Adoption of Annual Accounts and Discharge of Management Liability

Our board of directors must prepare statutory annual accounts within five months after the end of our financial year, unless the shareholders have approved an extension of this period for up to five additional months due to certain special circumstances. Our statutory accounts to date have been prepared under generally accepted accounting practices in the Netherlands (“Dutch GAAP”) and are deposited with the Trade Register in Amsterdam, the Netherlands. Our statutory accounts prepared under generally accepted accounting practices in

 

7


Table of Contents

the Netherlands may be different from our consolidated financial statements prepared under generally accepted accounting practices in the United States, such as those incorporated by reference in this prospectus. Our statutory annual accounts must be accompanied by an auditor’s certificate, a report of the board of directors and certain other mandatory information and must be made available for inspection by the general meeting at our offices within the five-month period referenced above.
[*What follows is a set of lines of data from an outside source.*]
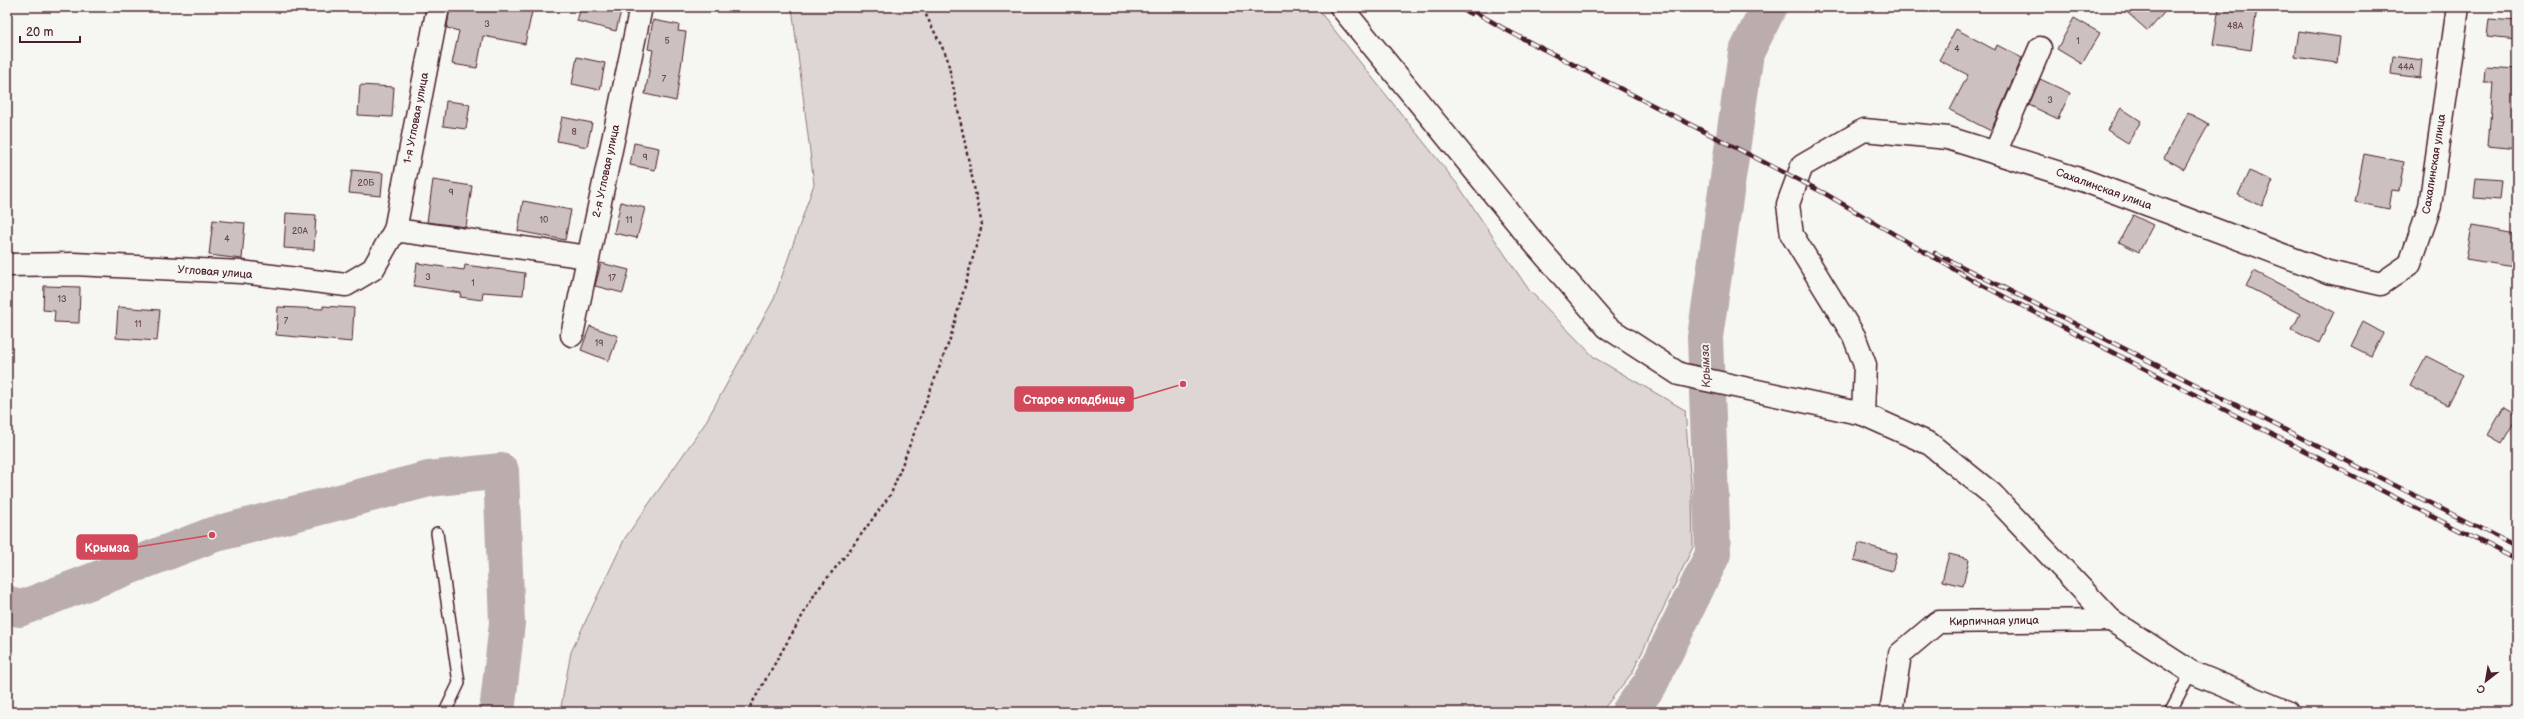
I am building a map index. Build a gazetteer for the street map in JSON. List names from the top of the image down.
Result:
{
  "streets": {
    "street": [
      "1-я Угловая улица",
      "Сахалинская улица",
      "2-я Угловая улица",
      "Угловая улица",
      "Кирпичная улица"
    ]
  },
  "crossings": [
    ["1-я Угловая улица", "Угловая улица"]
  ],
  "water": ["Крымза"],
  "places": ["Старое кладбище", "Крымза"],
  "house_numbers": [
    "3",
    "48А",
    "5",
    "1",
    "4",
    "44А",
    "7",
    "3",
    "8",
    "9",
    "20Б",
    "9",
    "10",
    "11",
    "20А",
    "4",
    "3",
    "17",
    "1",
    "13",
    "7",
    "11",
    "19"
  ],
  "scale_bar": "20 m",
  "north": "bottom left"
}
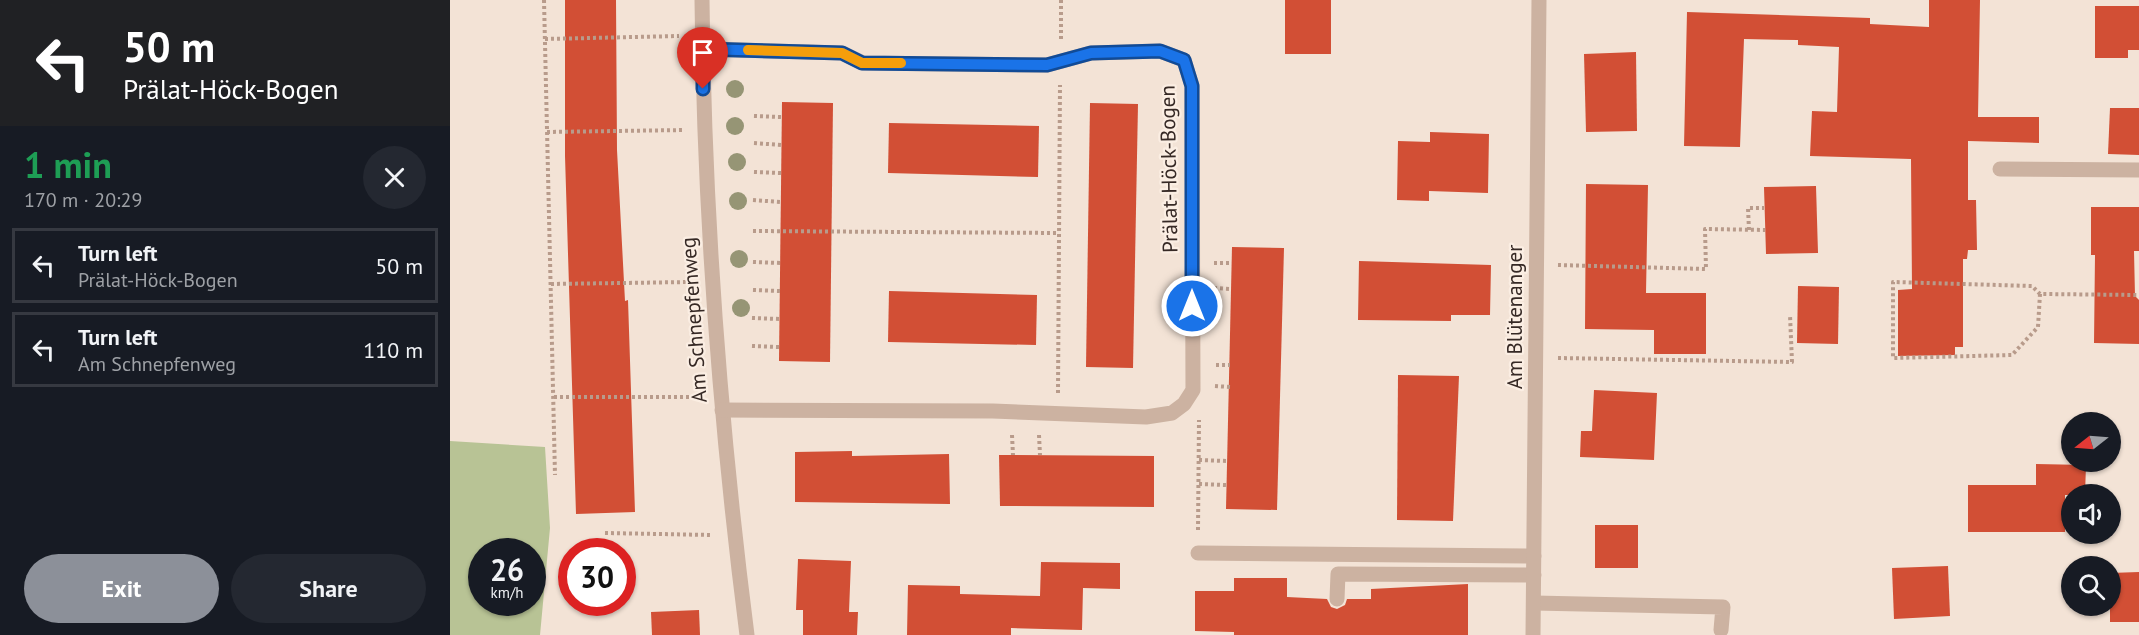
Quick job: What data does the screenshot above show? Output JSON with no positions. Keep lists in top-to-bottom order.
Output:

Under Dutch law, our general meeting is in first instance authorized to approve the appointment and removal of our independent auditors, as referred to in Article 2:393 of the Dutch Civil Code, to audit the annual accounts. The annual accounts are adopted by our shareholders at the general meeting and prepared in accordance with Part 9 of Book 2 of the Dutch Civil Code.

The adoption of the annual accounts by the general meeting does not release the members of our board of directors from liability for acts reflected in those documents. Any such release from liability requires a separate shareholders’ resolution to be voted on in the general meeting.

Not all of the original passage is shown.